One of the subjects that has comes up now and then is how much to reveal when using a website like GenealogyWise. I would like to address some of the issues that you may want to consider as you use any social networking site whether it is GenealogyWise, Facebook, Twitter or others.
I think one of the important things to remember is that by participating in a social network site, people are able to find you. This allows you to network with other genealogists, find cousins and learn more about your family history research. The negative aspect to being visible on the Internet is that people can find you. Based on how you adjust your privacy settings, people do have access to that information outside of the social network. Google and other search engines “crawl” the internet to find information that they then index and make available. This can be great in that it allows others to find you but if you do not want to be found for whatever reason this can seem like an infringement of privacy.
The following are some tips to consider whether you are on a social network site or even if you post information on message boards or comments on websites.
- Don’t reveal too much about yourself. Just because a social network site asks for information about where you live, what high school you went to, etc…doesn’t mean you have to provide that information. It may not seem like a big deal to you at first but revealing too much could backfire.
- Decide what you are comfortable with and then add privacy settings to control who can see your information. The privacy settings for GenealogyWise are available under the “Settings” link of your member page. You can choose to either show or not show your birthdate and gender. By clicking on “Privacy” from your “Settings” page you can also determine who sees information from your member page and your postings.
- Make a rule about who you will "friend." As genealogists, we often have people “friend” us because of our common passion, genealogy. In the case of those who present to genealogy societies, we may have people who have heard us speak, ask to be our Facebook or GenealogyWise friend. I tell those in my audience to go ahead and friend me but it is also a good idea to send a message with that friend request stating how I know you. That way I know that I “know” you and you are not just a random person wanting to add one more “friend." Let’s face it, in some cases it may not seem like a big deal to friend someone but you are potentially giving them access to a lot of your personal information, thoughts and the thoughts and photos of family and friends.
- Be careful about what you write. Be careful what you write on your friend's wall or as comments to their postings. Remember, they will not be the only people who see it. Their friends will also see it
- Use the Private Message function to send private messages to other members. There are many ways to communicate with other members on GenealogyWise. You can post a comment to their wall, meet them for a private chat in the chat room or send a private message via the private message link on their member page. This option is the best for sending information that you don’t want made public. One time on Facebook, I saw a posting on a mutual friend’s wall where the person included her address and phone number. This may not be information you want your friend’s 500 “friends” to see. Also, sometimes members give personal information out in the GenealogyWise Chat Room. It is important to note that you never know who may be in the Chat Room. If you are providing your phone number, email, or street address do it through the private chat function. You can start a private chat with someone who is in the chat room by clicking on their picture under the Members Online section of the Chat Room.

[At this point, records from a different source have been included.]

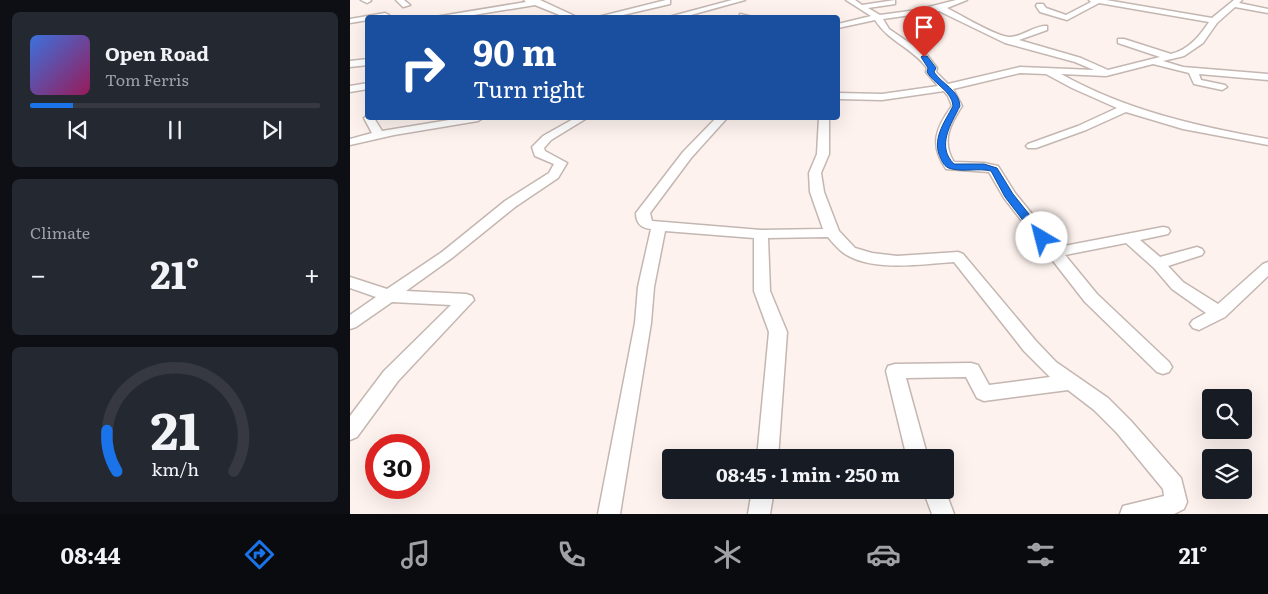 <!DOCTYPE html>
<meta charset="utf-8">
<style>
:root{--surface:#171b24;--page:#242831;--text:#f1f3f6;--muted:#9ea1a6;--line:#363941;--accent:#1a73e8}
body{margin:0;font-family:Literata,serif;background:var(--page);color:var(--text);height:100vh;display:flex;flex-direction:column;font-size:19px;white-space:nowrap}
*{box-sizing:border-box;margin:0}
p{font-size:16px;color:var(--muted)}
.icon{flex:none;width:28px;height:28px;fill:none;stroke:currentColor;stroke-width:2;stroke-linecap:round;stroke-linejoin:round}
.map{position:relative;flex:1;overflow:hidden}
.drawer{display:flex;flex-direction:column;gap:12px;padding:12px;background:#0d0f14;width:350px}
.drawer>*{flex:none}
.hud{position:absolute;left:15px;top:15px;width:475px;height:105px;border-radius:5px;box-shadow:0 5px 20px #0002;background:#1a4fa0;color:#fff;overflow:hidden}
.buttons{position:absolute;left:852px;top:389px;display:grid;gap:10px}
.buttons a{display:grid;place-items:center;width:50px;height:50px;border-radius:5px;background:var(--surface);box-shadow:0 5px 20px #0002;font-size:25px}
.speed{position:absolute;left:15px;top:434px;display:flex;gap:10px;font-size:25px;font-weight:700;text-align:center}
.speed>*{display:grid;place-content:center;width:65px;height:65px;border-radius:50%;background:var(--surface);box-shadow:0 5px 20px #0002;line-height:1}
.speed .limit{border:8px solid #d22;background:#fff;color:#111}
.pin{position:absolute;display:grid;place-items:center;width:42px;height:42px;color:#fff;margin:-51px -21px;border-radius:50% 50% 50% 0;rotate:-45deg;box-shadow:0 0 5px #0007}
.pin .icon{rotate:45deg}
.me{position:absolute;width:55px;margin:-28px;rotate:323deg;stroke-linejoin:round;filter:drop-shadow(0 0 4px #0008)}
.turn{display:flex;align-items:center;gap:18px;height:105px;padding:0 25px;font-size:22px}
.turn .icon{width:65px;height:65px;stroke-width:2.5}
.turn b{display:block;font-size:35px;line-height:42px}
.big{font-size:38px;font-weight:700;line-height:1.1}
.drawer .widget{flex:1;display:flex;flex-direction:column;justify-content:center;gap:8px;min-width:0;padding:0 18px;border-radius:8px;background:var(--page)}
.drawer .dial{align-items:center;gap:0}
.dial svg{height:130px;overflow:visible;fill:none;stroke:var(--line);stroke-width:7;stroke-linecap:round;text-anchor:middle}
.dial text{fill:var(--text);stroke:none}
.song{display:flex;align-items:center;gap:15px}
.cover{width:60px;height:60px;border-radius:8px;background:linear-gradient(135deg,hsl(220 70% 55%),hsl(330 70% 35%))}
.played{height:5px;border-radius:2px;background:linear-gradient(90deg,var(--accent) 15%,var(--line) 15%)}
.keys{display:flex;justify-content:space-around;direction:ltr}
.heat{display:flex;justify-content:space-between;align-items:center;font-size:28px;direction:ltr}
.trip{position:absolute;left:312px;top:449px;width:292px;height:50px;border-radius:5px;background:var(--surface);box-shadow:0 5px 20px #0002;font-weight:700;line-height:50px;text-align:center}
.dock{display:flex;height:80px;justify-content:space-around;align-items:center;background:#090b0e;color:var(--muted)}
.dock .icon{width:35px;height:35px}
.dock .active{color:var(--accent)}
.dock b{font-size:22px;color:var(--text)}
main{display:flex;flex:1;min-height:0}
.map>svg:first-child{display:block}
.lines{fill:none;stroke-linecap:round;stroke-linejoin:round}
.minor-casing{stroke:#c4b6b1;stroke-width:3}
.minor{fill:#fff;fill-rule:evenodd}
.route{fill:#1a73e8;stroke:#114b97}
</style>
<main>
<section class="drawer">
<div class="widget">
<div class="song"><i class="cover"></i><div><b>Open Road</b><p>Tom Ferris</p></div></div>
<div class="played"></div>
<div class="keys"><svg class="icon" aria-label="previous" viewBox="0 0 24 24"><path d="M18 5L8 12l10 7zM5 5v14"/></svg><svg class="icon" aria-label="pause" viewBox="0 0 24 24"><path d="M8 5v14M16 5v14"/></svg><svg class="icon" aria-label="next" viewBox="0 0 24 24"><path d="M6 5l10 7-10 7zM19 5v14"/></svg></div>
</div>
<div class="widget"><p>Climate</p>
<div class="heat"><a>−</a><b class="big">21°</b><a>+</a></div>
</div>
<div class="widget dial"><svg viewBox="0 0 100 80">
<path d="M14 69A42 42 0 1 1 86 69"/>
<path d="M14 69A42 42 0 0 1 8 44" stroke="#1a73e8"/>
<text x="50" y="56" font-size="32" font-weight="700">21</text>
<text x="50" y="72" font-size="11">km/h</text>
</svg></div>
</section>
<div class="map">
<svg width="918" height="514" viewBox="0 0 918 514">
<rect width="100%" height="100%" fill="#fdf2ee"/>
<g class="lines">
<g class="minor-casing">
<path id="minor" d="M 11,0 L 20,0 L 21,1 L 17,3 Z
M 46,0 L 54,0 L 60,5 L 53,7 Z
M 174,0 L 190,0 L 229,18 L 217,18 L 185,5 L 105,18 L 79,18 L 176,2 Z
M 316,0 L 320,0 L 320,4 L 260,18 L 244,18 Z
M 382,0 L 395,0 L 330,18 L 315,18 Z
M 496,0 L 505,0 L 512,5 L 545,0 L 545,4 L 518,8 L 530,15 L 567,10 L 606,0 L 617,0 L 597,8 C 611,15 645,36 659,37 C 671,38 684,25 697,26 L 697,30 L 669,40 L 731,58 L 758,70 L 810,57 L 768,43 L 768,39 L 774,39 L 821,54 C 838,50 849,37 859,22 L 749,3 L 717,20 L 690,12 L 686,6 L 687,4 L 693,4 L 696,8 L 716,15 L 741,2 L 739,0 L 756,0 L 862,18 L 884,0 L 892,0 L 889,3 L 918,9 L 918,13 L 885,7 L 867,23 L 853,43 L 834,56 L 813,61 L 833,67 L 918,74 L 918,80 L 849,74 L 851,80 L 875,85 L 877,87 L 872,90 L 844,84 L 839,73 L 803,64 L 756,76 L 711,74 C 775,110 846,126 918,139 L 918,145 L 833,129 L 776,112 L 736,130 L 686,148 L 678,148 L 676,146 L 678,144 L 728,126 L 767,108 L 722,88 L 696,74 L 670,73 L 603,89 L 612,106 C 600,124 591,142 604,162 L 634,163 L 648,166 L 665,193 L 709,247 L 813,227 L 818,228 L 820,231 L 818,234 L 790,240 L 810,257 L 847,247 L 852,249 L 854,252 L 852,255 L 818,266 L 833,282 L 868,304 L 913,264 L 918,262 L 918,276 L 875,317 L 849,330 L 843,328 L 840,324 L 843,320 L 856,313 L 822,289 L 804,268 L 776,243 L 715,255 L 747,294 L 819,362 L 822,367 L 819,372 L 813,374 L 807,372 L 735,302 L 700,257 L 698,256 L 696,252 L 654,198 L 639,172 L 596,169 C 579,144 586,128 602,106 L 598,96 L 594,91 L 532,100 L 488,99 L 488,93 L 532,94 L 588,86 L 576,72 L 577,68 C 563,48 539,42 525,20 L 488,28 L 488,24 L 521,16 ZM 589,11 L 655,43 L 725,62 L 744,70 L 670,67 L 598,84 L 586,72 L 587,68 L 577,55 L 539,29 L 533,19 Z
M 35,13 L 39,15 L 38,17 L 18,18 L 18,20 L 0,23 L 0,19 Z
M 390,14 L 407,18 L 390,18 Z
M 18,59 L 18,65 L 0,67 L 0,61 Z
M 18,83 L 18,89 L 0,92 L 0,86 Z
M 18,115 L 18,118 L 24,118 L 32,131 L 111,118 L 133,118 L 128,121 L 44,135 L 0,145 L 0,139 L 22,133 L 14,118 Z
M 225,118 L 237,118 L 201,140 L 194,148 L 195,151 L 217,163 L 208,178 L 165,207 L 102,258 L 56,291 L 116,294 L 122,296 L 124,300 L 48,381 L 7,437 L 0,440 L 0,416 L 34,371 L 101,305 L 42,302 L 6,327 L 0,329 L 0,315 L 26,297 L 0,288 L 0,277 L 37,289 L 92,252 L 155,201 L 199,173 L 204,164 L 185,156 L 182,147 L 193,136 Z
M 366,118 L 377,118 L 341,158 L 300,213 L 302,221 L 411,230 L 473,229 L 460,192 L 459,173 L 467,154 L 469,118 L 479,118 L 479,154 L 471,173 L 474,192 L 489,231 L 505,248 L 522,253 L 547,256 L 608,252 L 613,254 L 686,341 L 706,362 L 758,398 L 781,421 L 831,478 L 837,502 L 834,509 L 824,514 L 770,514 L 773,506 L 814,496 L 813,489 L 767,433 L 744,410 L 718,390 L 634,401 L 627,398 L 616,377 L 556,378 L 578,458 L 557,458 L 536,371 L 538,366 L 545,364 L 621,363 L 628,365 L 639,385 L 700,377 L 674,351 L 604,262 C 572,264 523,272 495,254 C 489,250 483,243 478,237 L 418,238 L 420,291 L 437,332 L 428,458 L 407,458 L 419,332 L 404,291 L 404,238 L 315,231 L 304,287 L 301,323 L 270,514 L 248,514 L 285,323 L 288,287 L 301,229 C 291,228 286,223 286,213 L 333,152 Z
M 402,490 L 424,490 L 420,514 L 398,514 Z
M 573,490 L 595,490 L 604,514 L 582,514 Z"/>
</g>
<use href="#minor" class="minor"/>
</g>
<path class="route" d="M 572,56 L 577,56 L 586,68 L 584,72 C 592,84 609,90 610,106 C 601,124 586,146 604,164 L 634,164 L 647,168 L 663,194 L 698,238 L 696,240 L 688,240 L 655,197 L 641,171 C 628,168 615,172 602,169 C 596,168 593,164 591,159 C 581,140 594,123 603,106 C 602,91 584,84 577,72 L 578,68 L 571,57 Z"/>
</svg>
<div class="buttons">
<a><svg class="icon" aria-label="search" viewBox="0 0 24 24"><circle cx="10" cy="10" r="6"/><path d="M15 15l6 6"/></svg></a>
<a><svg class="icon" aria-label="layers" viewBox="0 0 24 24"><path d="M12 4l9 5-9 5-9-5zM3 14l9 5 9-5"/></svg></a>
</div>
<div class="speed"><div class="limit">30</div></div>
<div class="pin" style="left:574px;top:57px;background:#d93025"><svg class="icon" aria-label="arrive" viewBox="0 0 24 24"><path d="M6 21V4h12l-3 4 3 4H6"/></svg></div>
<svg class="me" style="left:692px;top:238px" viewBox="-20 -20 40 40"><circle r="19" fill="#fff"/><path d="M0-13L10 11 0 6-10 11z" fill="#1a73e8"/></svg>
<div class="trip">08:45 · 1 min · 250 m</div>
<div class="hud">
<div class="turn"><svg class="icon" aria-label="right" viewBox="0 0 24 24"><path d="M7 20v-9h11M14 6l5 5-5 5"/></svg><div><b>90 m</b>Turn right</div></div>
</div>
</div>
</main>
<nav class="dock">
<b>08:44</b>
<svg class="icon active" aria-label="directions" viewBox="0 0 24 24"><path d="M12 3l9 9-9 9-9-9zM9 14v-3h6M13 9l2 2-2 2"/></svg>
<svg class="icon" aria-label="music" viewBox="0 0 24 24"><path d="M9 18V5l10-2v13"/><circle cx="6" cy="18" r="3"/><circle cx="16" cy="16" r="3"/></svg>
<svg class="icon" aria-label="phone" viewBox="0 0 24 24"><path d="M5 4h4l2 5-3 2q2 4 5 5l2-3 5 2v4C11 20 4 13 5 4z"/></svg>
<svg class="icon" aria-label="climate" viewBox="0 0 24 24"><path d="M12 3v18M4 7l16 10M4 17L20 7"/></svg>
<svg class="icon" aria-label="car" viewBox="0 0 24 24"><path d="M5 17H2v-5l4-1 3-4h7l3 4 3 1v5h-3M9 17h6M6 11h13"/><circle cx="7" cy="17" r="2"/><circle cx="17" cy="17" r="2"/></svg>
<svg class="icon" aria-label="filters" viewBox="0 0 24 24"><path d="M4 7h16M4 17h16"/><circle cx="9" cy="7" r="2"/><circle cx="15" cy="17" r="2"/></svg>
<b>21°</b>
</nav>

- You can choose any image as your profile picture, so if you are uncomfortable with your current picture being on the Internet, then choose a graphic or something more obscure.
- Do not post information about other members on GenealogyWise or outside of GenealogyWise without their permission. If you help someone with their genealogy and want to write about it on your blog, ask permission first.
- I think, most of all, remember that this is your public face. This is a way people can find you. If they Google your name, your GenealogyWise member page will be part of the results for your name.